Clouded Judgement 2.18.22
Every week I’ll provide updates on the latest trends in cloud software companies. Follow along to stay up to date!
More Volatility
This week was another rocky one for cloud software stocks. A few notable drops occurred after companies reported Q4: Amplitude fell 59%, Fastly fell 34%, WalkMe fell 26%, Wix fell 20%, and Shopify fell 17%. These are all huge 1 day moves for software stocks! The market is clearly still churning and digesting implications from higher inflation prints, and uncertainty around Russia.

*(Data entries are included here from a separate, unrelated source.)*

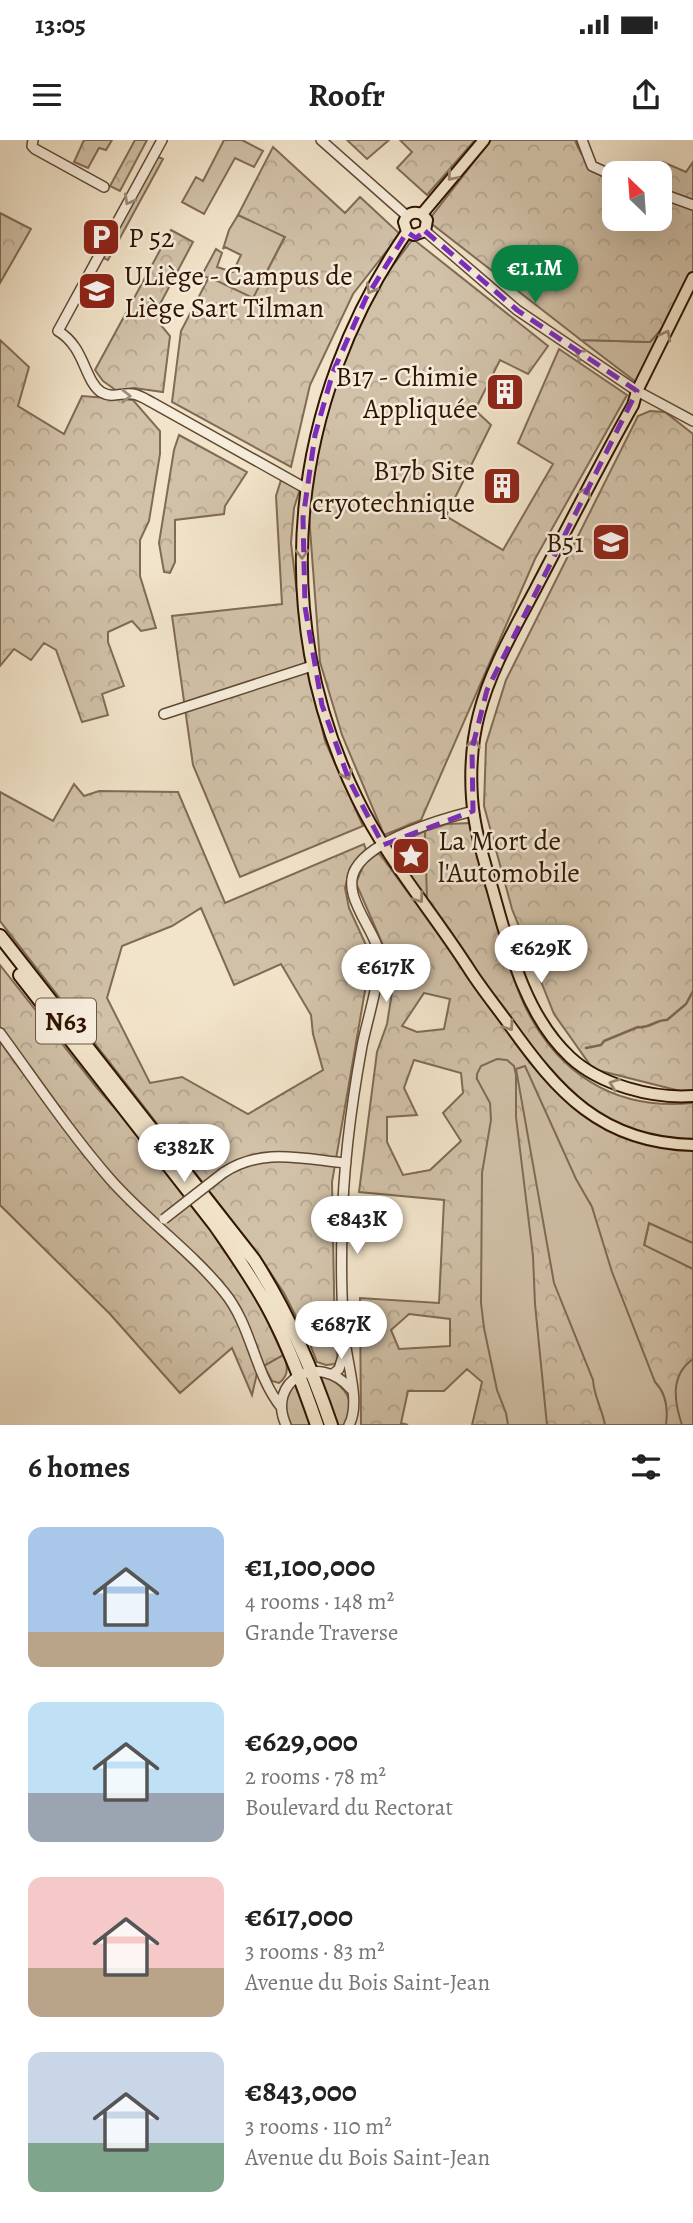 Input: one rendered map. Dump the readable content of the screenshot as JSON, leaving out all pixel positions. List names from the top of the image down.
{
  "streets": {
    "highway": ["N63"]
  },
  "places": {
    "parking": ["P 52"],
    "school or university": ["ULiège - Campus de Liège Sart Tilman", "B51"],
    "building": ["B17 - Chimie Appliquée", "B17b Site cryotechnique"],
    "place": ["La Mort de l'Automobile"]
  },
  "north": "top left",
  "page": {
    "status": "13:05",
    "header": "Roofr",
    "price": [
      "€1.1M",
      "€629K",
      "€617K",
      "€382K",
      "€843K",
      "€687K"
    ],
    "heading": "6 homes",
    "list": [
      {
        "name": "€1,100,000",
        "note": "4 rooms · 148 m² · Grande Traverse"
      },
      {
        "name": "€629,000",
        "note": "2 rooms · 78 m² · Boulevard du Rectorat"
      },
      {
        "name": "€617,000",
        "note": "3 rooms · 83 m² · Avenue du Bois Saint-Jean"
      },
      {
        "name": "€843,000",
        "note": "3 rooms · 110 m² · Avenue du Bois Saint-Jean"
      }
    ]
  }
} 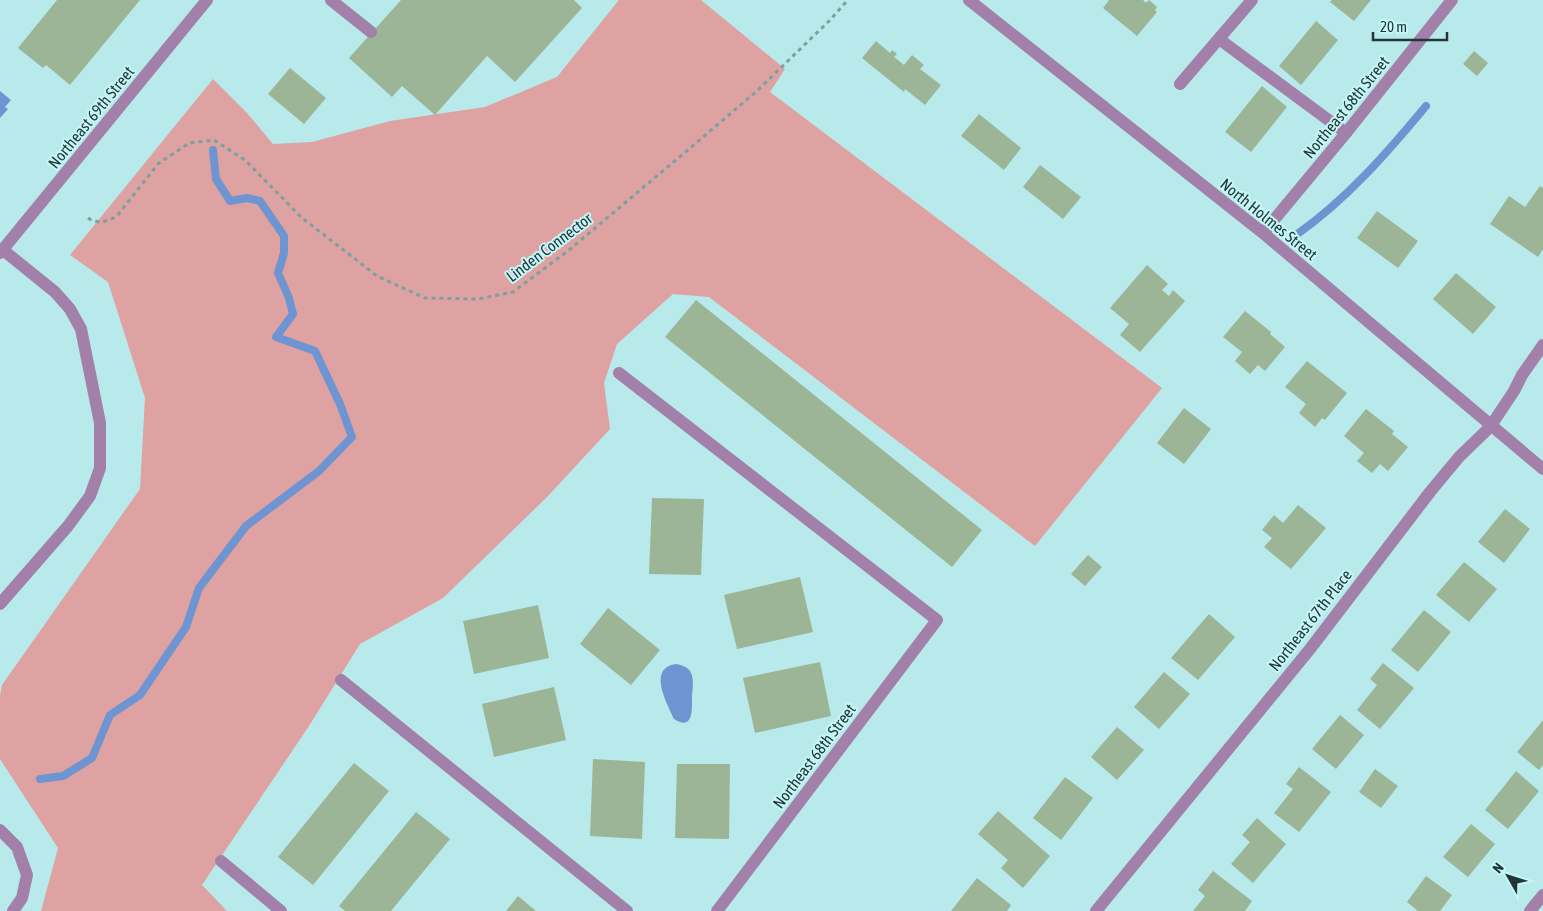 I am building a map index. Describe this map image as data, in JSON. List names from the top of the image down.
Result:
{
  "streets": {
    "street": [
      "Northeast 68th Street",
      "Northeast 69th Street",
      "North Holmes Street",
      "Northeast 67th Place"
    ],
    "path": ["Linden Connector"]
  },
  "crossings": [
    ["Northeast 68th Street", "North Holmes Street"],
    ["North Holmes Street", "Northeast 67th Place"]
  ],
  "scale_bar": "20 m",
  "north": "top left"
} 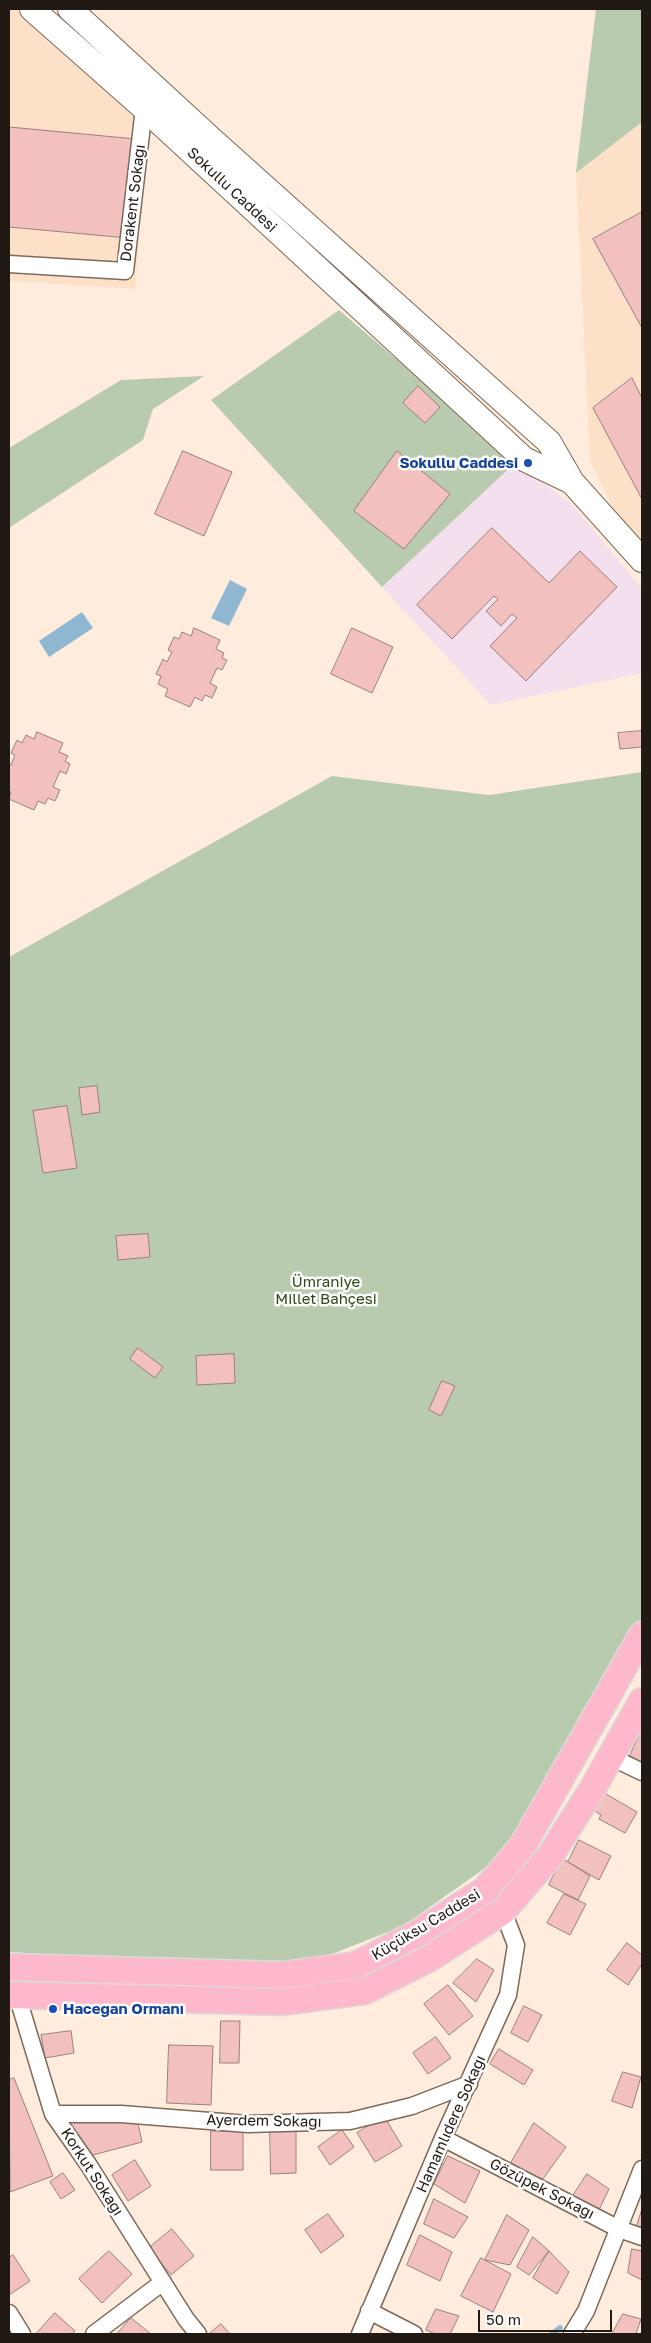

Related to the high inflation print - it’s clear this year we’ll see a number of rate hikes, and this has started the process of multiple normalization in cloud software land. However, not all companies are seeing their multiples “normalize” at the same rate. This has resulted in some companies going into earnings with still elevated multiples. So far, the results have been extremely harsh for those who don’t deliver anything short of perfection. At the same time, we saw Datadog, ServiceNow, Bill.com and Atlassian all jump >10% the day after their earnings. Not all software is created equal! The next month of earnings season should be very interesting. I’m calling it the great reckoning of multiple normalization. We should end up at a point where only the truly special companies have outlier multiples.
Update on Multiples
The overall median multiple is 15% below pre-covid highs, 3% above where we were on Jan 1, 2020, and 16% below where we were at the previous peak in August 2019. It is important to note that pre covid we were still at relatively high multiples, historically speaking. So while we are below where we were pre covid, that doesn’t mean we’ve overshot the bottom.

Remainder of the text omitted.